→ ABOUT THIS TASK:
Here the job is to retype the data word for word while leaving the pictures aside.

→ ENTRIES PROVIDED:
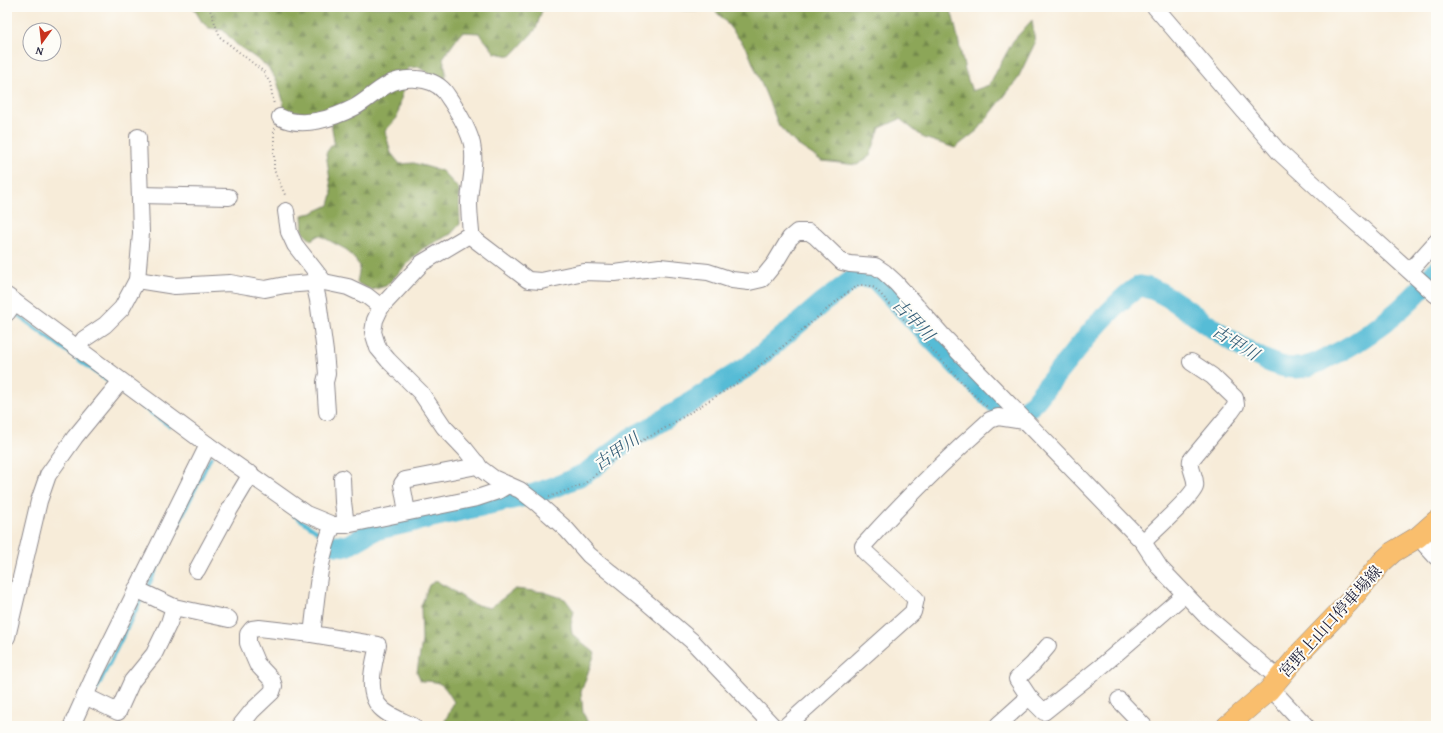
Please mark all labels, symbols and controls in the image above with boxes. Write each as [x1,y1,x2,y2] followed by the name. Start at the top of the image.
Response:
[22,22,62,62] north arrow
[33,43,45,60] text: N
[887,292,942,347] water label: 古甲川
[1208,318,1266,367] water label: 古甲川
[588,425,646,476] water label: 古甲川
[1273,559,1387,683] street label: 宮野上山口停車場線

→ OUTPUT:
Please mark all labels, symbols and controls in the image above with boxes. Write each as [x1,y1,x2,y2] followed by the name. Start at the top of the image.
Response:
[22,22,62,62] north arrow
[33,43,45,60] text: N
[887,292,942,347] water label: 古甲川
[1208,318,1266,367] water label: 古甲川
[588,425,646,476] water label: 古甲川
[1273,559,1387,683] street label: 宮野上山口停車場線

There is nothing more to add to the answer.